_Work request_
From the entries below, work out the number of lines that hold the word "frame", and give that number alone.

_Material for this task_
▼
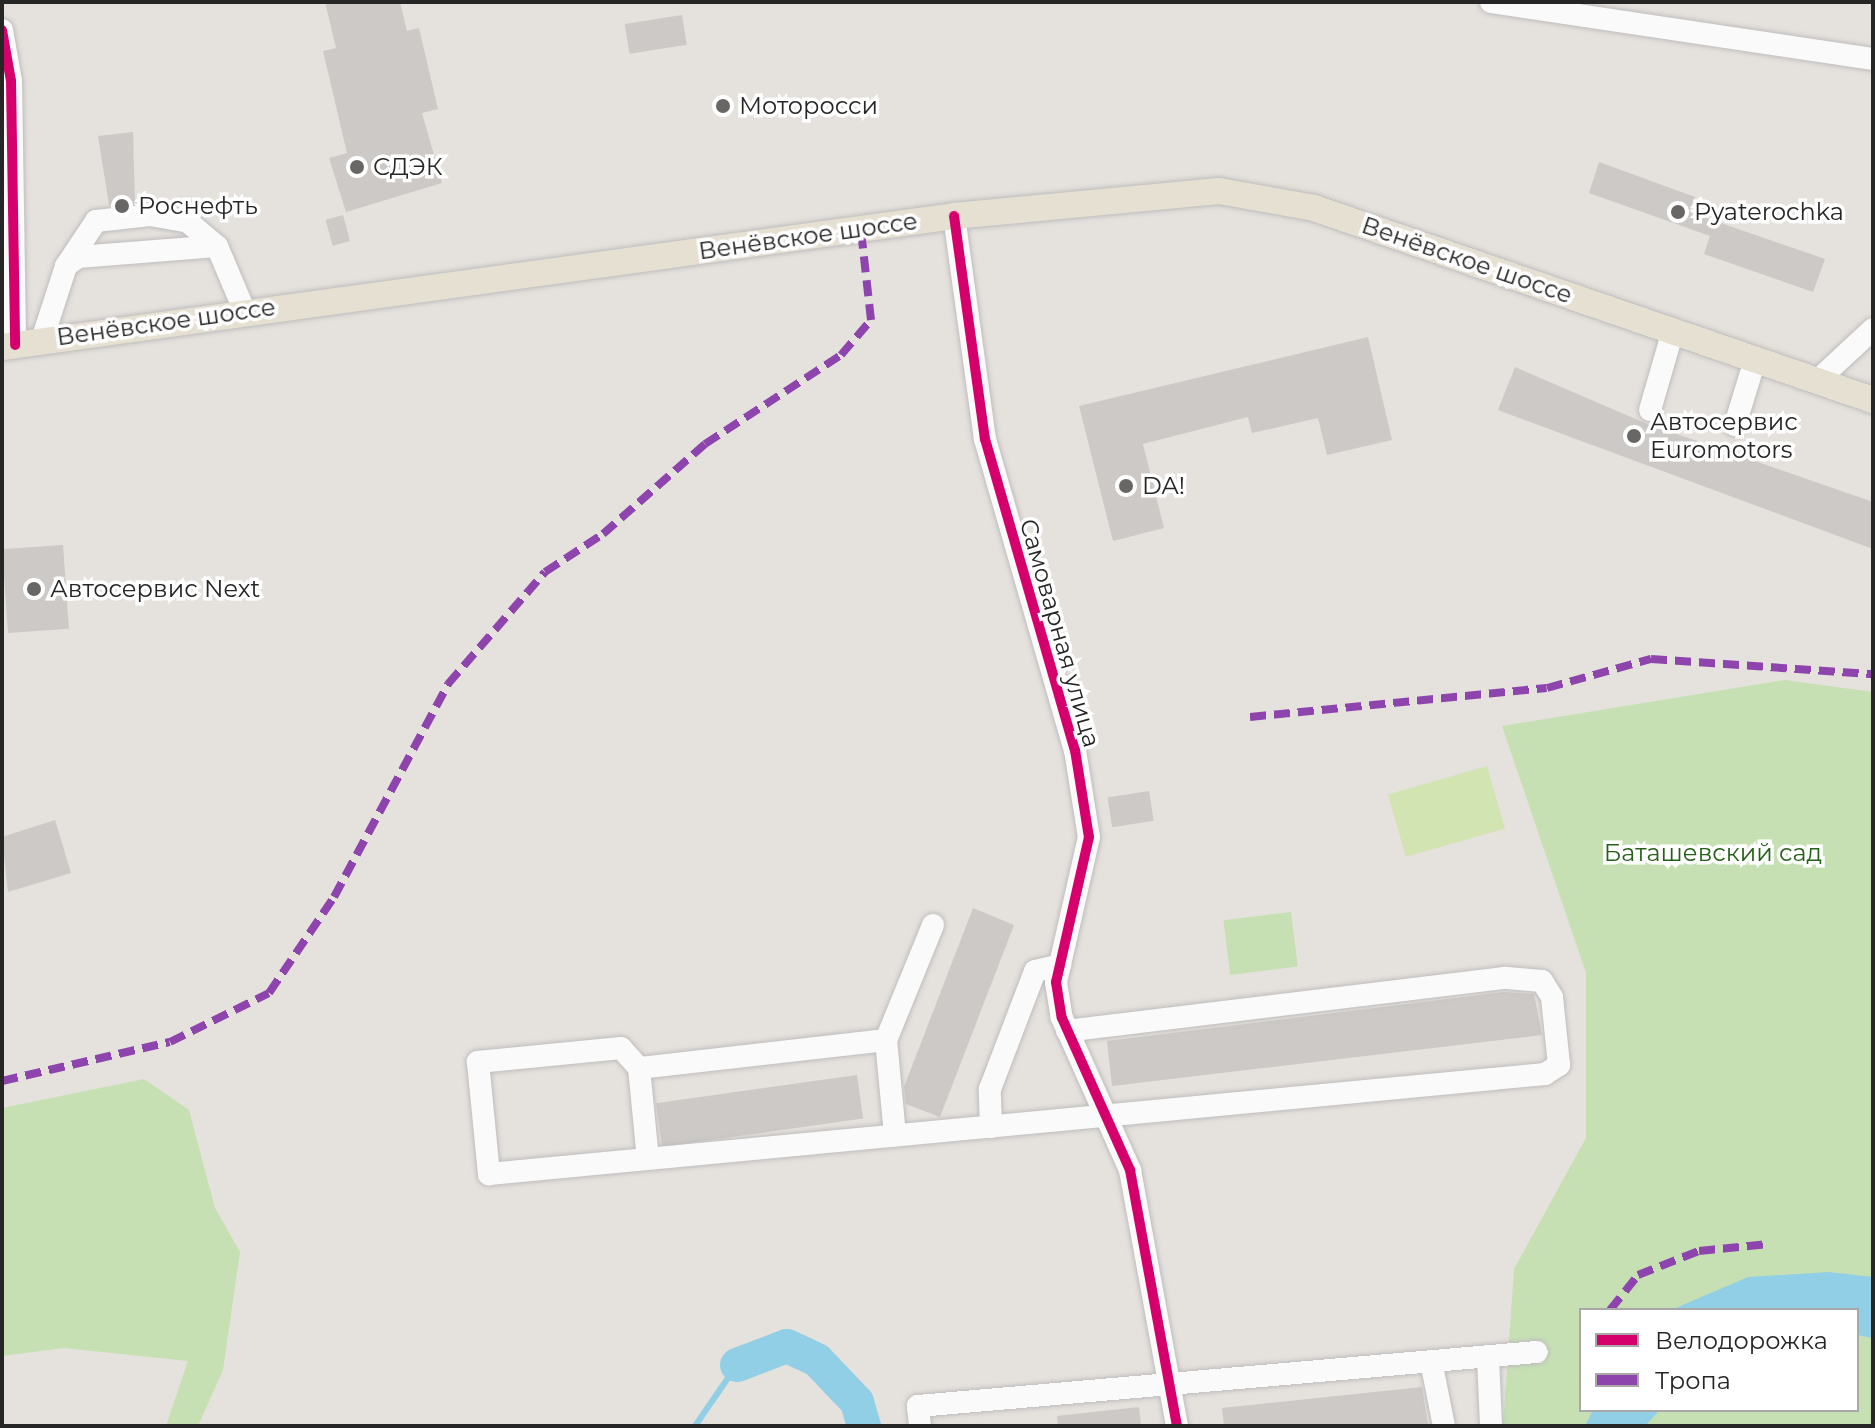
<!DOCTYPE html>
<html>
<head>
<meta charset="utf-8">
<style>
	body { margin:0 }
	#map { position:relative; width:1875px; height:1428px; overflow:hidden; background:#e5e1dc; font-family:Montserrat,sans-serif }
	div>[style] { position:absolute }
	.green>* { inset:0; background:#c6e0b4; transform-origin:0 0 }
	.pitch>* { inset:0; background:#d1e4b2; transform-origin:0 0 }
	.water>* { inset:0; background:#90cfe6 }
	.stream>* { height:6px; margin:-3px; padding:0 3px; transform-origin:3px; border-radius:3px; background:#90cfe6 }
	.river>* { height:34px; margin:-17px; padding:0 17px; transform-origin:17px; border-radius:17px; background:#90cfe6 }
	.building>* { inset:0; background:#ccc9c6; transform-origin:0 0 }
	.roads { filter:drop-shadow(0 0 2px #bebdbe) drop-shadow(0 0 2px #bebdbe) }
	.minor>* { height:22px; margin:-11px; padding:0 11px; transform-origin:11px; border-radius:11px; background:#fbfafa }
	.major>* { height:26px; margin:-13px; padding:0 13px; transform-origin:13px; border-radius:13px; background:#e5e0d2 }
	.quiet>* { height:8px; margin-top:-4px; transform-origin:0; background:repeating-linear-gradient(90deg,#8e44ad 0 16px,transparent 0 24px) }
	.cycleway>* { height:10px; margin:-5px; padding:0 5px; transform-origin:5px; border-radius:5px; background:#d6006c }
	.dots>* { width:22px; height:22px; translate:-50% -50%; box-sizing:border-box; border:4px solid #fff; border-radius:50% }
	span { translate:-50% -50%; white-space:nowrap; text-align:center; line-height:1.15; -webkit-text-stroke:7px #fff; paint-order:stroke }
	.poi-label { font-size:24px; color:#262626 }
	.left { translate:0 -50%; text-align:left }
	.street-label { font-size:24px; color:#262626 }
	.park-label { font-size:24px; color:#27601a }
	.frame { position:absolute; inset:0; border:4px solid #262626; pointer-events:none }
	.legend { position:absolute; left:1579px; top:1308px; width:280px; height:104px; box-sizing:border-box; background:#fff; border:2px solid #a8a8a8; margin:0; padding:10px 14px; list-style:none; font-size:24px; color:#262626 }
	.legend li { display:flex; align-items:center; gap:16px; height:40px }
	.legend b { width:40px; border:2px solid #a8a8a8 }
</style>
</head>
<body>
<div id="map">
	<div class="green">
		<i style="clip-path:polygon(evenodd,1785px 680px,1873px 692px,1873px 1426px,1503px 1426px,1514px 1269px,1586px 1138px,1586px 973px,1502px 726px,1785px 680px,1581px 1310px,1857px 1310px,1857px 1410px,1581px 1410px,1581px 1310px)"></i>
		<i style="left:1291px;top:912px;width:55px;height:68px;rotate:83deg"></i>
		<i style="clip-path:polygon(144px 1079px,189px 1110px,215px 1208px,240px 1252px,223px 1370px,198px 1426px,166px 1426px,188px 1361px,64px 1348px,2px 1356px,2px 1108px)"></i>
	</div>
	<div class="pitch">
		<i style="left:1487px;top:766px;width:65px;height:103px;rotate:74deg"></i>
	</div>
	<div class="water">
		<i style="clip-path:polygon(1829px 1272px,1873px 1277px,1873px 1338px,1857px 1335px,1857px 1310px,1671px 1310px,1748px 1277px)"></i>
		<i style="clip-path:polygon(1593px 1410px,1660px 1410px,1645px 1426px,1585px 1426px)"></i>
	</div>
	<div class="stream">
		<i style="left:695px;top:1426px;width:74px;rotate:-55.5deg"></i>
	</div>
	<div class="river">
		<i style="left:737px;top:1365px;width:53px;rotate:-20.8deg"></i>
		<i style="left:787px;top:1346px;width:33px;rotate:25deg"></i>
		<i style="left:817px;top:1360px;width:58px;rotate:46.4deg"></i>
		<i style="left:857px;top:1402px;width:25px;rotate:74deg"></i>
	</div>
	<div class="building">
		<i style="clip-path:polygon(325px 2px,400px 2px,407px 31px,419px 28px,438px 109px,422px 113px,442px 183px,346px 212px,329px 158px,347px 153px,323px 51px,336px 48px)"></i>
		<i style="left:682px;top:15px;width:30px;height:58px;rotate:81deg"></i>
		<i style="clip-path:polygon(133px 132px,135px 203px,109px 205px,98px 136px)"></i>
		<i style="clip-path:polygon(1599px 162px,1695px 197px,1689px 212px,1825px 259px,1813px 292px,1704px 254px,1710px 236px,1589px 193px)"></i>
		<i style="left:343px;top:215px;width:27px;height:18px;rotate:75deg"></i>
		<i style="clip-path:polygon(1368px 337px,1392px 440px,1327px 455px,1318px 418px,1252px 433px,1248px 417px,1143px 444px,1164px 528px,1113px 541px,1079px 406px)"></i>
		<i style="clip-path:polygon(1515px 367px,1645px 423px,1873px 502px,1873px 549px,1498px 410px)"></i>
		<i style="left:63px;top:545px;width:84px;height:61px;rotate:86deg"></i>
		<i style="left:1149px;top:791px;width:30px;height:42px;rotate:81deg"></i>
		<i style="clip-path:polygon(55px 820px,71px 873px,8px 892px,2px 837px)"></i>
		<i style="clip-path:polygon(973px 908px,1014px 925px,940px 1117px,906px 1104px,904px 1087px)"></i>
		<i style="clip-path:polygon(1504px 992px,1534px 994px,1542px 1035px,1112px 1086px,1107px 1041px)"></i>
		<i style="left:857px;top:1075px;width:44px;height:203px;rotate:82deg"></i>
		<i style="clip-path:polygon(1422px 1387px,1428px 1426px,1224px 1426px,1222px 1408px)"></i>
		<i style="clip-path:polygon(1139px 1407px,1141px 1426px,1058px 1426px,1057px 1416px)"></i>
	</div>
	<div class="roads">
		<div class="minor">
			<i style="left:1491px;top:2px;width:386px;rotate:8.5deg"></i>
			<i style="left:2px;top:30px;width:52px;rotate:80deg"></i>
			<i style="left:11px;top:81px;width:264px;rotate:89.1deg"></i>
			<i style="left:954px;top:216px;width:225px;rotate:82.1deg"></i>
			<i style="left:985px;top:439px;width:324px;rotate:73.9deg"></i>
			<i style="left:1075px;top:750px;width:88px;rotate:80.9deg"></i>
			<i style="left:1089px;top:837px;width:149px;rotate:102.8deg"></i>
			<i style="left:1056px;top:982px;width:36px;rotate:81deg"></i>
			<i style="left:1062px;top:1018px;width:167px;rotate:65.9deg"></i>
			<i style="left:1130px;top:1170px;width:260px;rotate:79.6deg"></i>
			<i style="left:66px;top:266px;width:54px;rotate:-56.3deg"></i>
			<i style="left:96px;top:221px;width:54px;rotate:-6.3deg"></i>
			<i style="left:150px;top:215px;width:39px;rotate:10deg"></i>
			<i style="left:188px;top:222px;width:38px;rotate:40deg"></i>
			<i style="left:42px;top:340px;width:78px;rotate:-72deg"></i>
			<i style="left:66px;top:266px;width:15px;rotate:-37deg"></i>
			<i style="left:78px;top:257px;width:139px;rotate:-4.5deg"></i>
			<i style="left:217px;top:246px;width:69px;rotate:67.1deg"></i>
			<i style="left:1817px;top:381px;width:76px;rotate:-42.9deg"></i>
			<i style="left:1650px;top:410px;width:82px;rotate:-73.8deg"></i>
			<i style="left:1735px;top:425px;width:68px;rotate:-72.9deg"></i>
			<i style="left:933px;top:925px;width:124px;rotate:112.2deg"></i>
			<i style="left:886px;top:1040px;width:249px;rotate:173.5deg"></i>
			<i style="left:639px;top:1068px;width:27px;rotate:-132deg"></i>
			<i style="left:621px;top:1048px;width:144px;rotate:174.4deg"></i>
			<i style="left:478px;top:1062px;width:113px;rotate:84.4deg"></i>
			<i style="left:489px;top:1174px;width:1061px;rotate:-5.41deg"></i>
			<i style="left:1545px;top:1074px;width:17px;rotate:-33deg"></i>
			<i style="left:1559px;top:1065px;width:68px;rotate:-95.9deg"></i>
			<i style="left:1552px;top:997px;width:19px;rotate:-122deg"></i>
			<i style="left:1542px;top:981px;width:38px;rotate:-175deg"></i>
			<i style="left:1504px;top:978px;width:440px;rotate:173.1deg"></i>
			<i style="left:886px;top:1040px;width:96px;rotate:84.6deg"></i>
			<i style="left:639px;top:1068px;width:91px;rotate:84.4deg"></i>
			<i style="left:991px;top:1127px;width:38px;rotate:-92deg"></i>
			<i style="left:990px;top:1089px;width:126px;rotate:-69.1deg"></i>
			<i style="left:1035px;top:971px;width:26px;rotate:-13deg"></i>
			<i style="left:1488px;top:1357px;width:69px;rotate:87.5deg"></i>
			<i style="left:1431px;top:1361px;width:66px;rotate:78.7deg"></i>
			<i style="left:920px;top:1426px;width:20px;rotate:-96deg"></i>
			<i style="left:918px;top:1406px;width:621px;rotate:-4.99deg"></i>
		</div>
		<div class="major">
			<i style="left:2px;top:347px;width:961px;rotate:-7.83deg"></i>
			<i style="left:954px;top:216px;width:266px;rotate:-5.4deg"></i>
			<i style="left:1219px;top:191px;width:97px;rotate:10.1deg"></i>
			<i style="left:1314px;top:208px;width:591px;rotate:18.96deg"></i>
		</div>
	</div>
	<div class="quiet">
		<i style="left:1250px;top:717px;width:298px;rotate:-5.6deg"></i>
		<i style="left:1547px;top:688px;width:108px;rotate:-15.6deg"></i>
		<i style="left:1651px;top:659px;width:223px;rotate:3.9deg"></i>
		<i style="left:2px;top:1081px;width:172px;rotate:-13.1deg"></i>
		<i style="left:170px;top:1042px;width:110px;rotate:-26.3deg"></i>
		<i style="left:269px;top:993px;width:116px;rotate:-55.9deg"></i>
		<i style="left:334px;top:897px;width:242px;rotate:-61.8deg"></i>
		<i style="left:448px;top:684px;width:148px;rotate:-49.1deg"></i>
		<i style="left:545px;top:572px;width:69px;rotate:-33.2deg"></i>
		<i style="left:603px;top:534px;width:136px;rotate:-41.4deg"></i>
		<i style="left:705px;top:444px;width:163px;rotate:-33.2deg"></i>
		<i style="left:841px;top:355px;width:46px;rotate:-49.4deg"></i>
		<i style="left:871px;top:320px;width:90px;rotate:-96.4deg"></i>
		<i style="left:1610px;top:1310px;width:45px;rotate:-51.3deg"></i>
		<i style="left:1638px;top:1275px;width:66px;rotate:-21.5deg"></i>
		<i style="left:1699px;top:1251px;width:70px;rotate:-5.7deg"></i>
	</div>
	<div class="cycleway">
		<i style="left:2px;top:30px;width:52px;rotate:80deg"></i>
		<i style="left:11px;top:81px;width:264px;rotate:89.1deg"></i>
		<i style="left:954px;top:216px;width:225px;rotate:82.1deg"></i>
		<i style="left:985px;top:439px;width:324px;rotate:73.9deg"></i>
		<i style="left:1075px;top:750px;width:88px;rotate:80.9deg"></i>
		<i style="left:1089px;top:837px;width:149px;rotate:102.8deg"></i>
		<i style="left:1056px;top:982px;width:36px;rotate:81deg"></i>
		<i style="left:1062px;top:1018px;width:167px;rotate:65.9deg"></i>
		<i style="left:1130px;top:1170px;width:260px;rotate:79.6deg"></i>
	</div>
	<div class="dots">
		<i style="left:723px;top:106px;background:#696766"></i>
		<i style="left:357px;top:167px;background:#696766"></i>
		<i style="left:122px;top:206px;background:#696766"></i>
		<i style="left:1678px;top:212px;background:#696766"></i>
		<i style="left:1634px;top:436px;background:#696766"></i>
		<i style="left:1126px;top:486px;background:#696766"></i>
		<i style="left:34px;top:589px;background:#696766"></i>
	</div>
	<div class="poi-label">
		<span class="left" style="left:739px;top:106px">Моторосси</span>
		<span class="left" style="left:373px;top:167px">СДЭК</span>
		<span class="left" style="left:138px;top:206px">Роснефть</span>
		<span class="left" style="left:1694px;top:212px">Pyaterochka</span>
		<span class="left" style="left:1650px;top:436px">Автосервис<br>Euromotors</span>
		<span class="left" style="left:1142px;top:486px">DA!</span>
		<span class="left" style="left:50px;top:589px">Автосервис Next</span>
	</div>
	<div class="street-label">
		<span style="left:808px;top:236px;rotate:-8deg">Венёвское шоссе</span>
		<span style="left:1467px;top:260px;rotate:19deg">Венёвское шоссе</span>
		<span style="left:166px;top:322px;rotate:-8deg">Венёвское шоссе</span>
		<span style="left:1060px;top:633px;rotate:74deg">Самоварная улица</span>
	</div>
	<div class="park-label">
		<span style="left:1713px;top:853px">Баташевский сад</span>
	</div>
	<div class="frame"></div>
	<ul class="legend">
	<li><b style="height:10px;background:#d6006c"></b>Велодорожка</li>
	<li><b style="height:10px;background:#8e44ad"></b>Тропа</li>
	</ul>
</div>
</body>
</html>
▲
_Your response_
2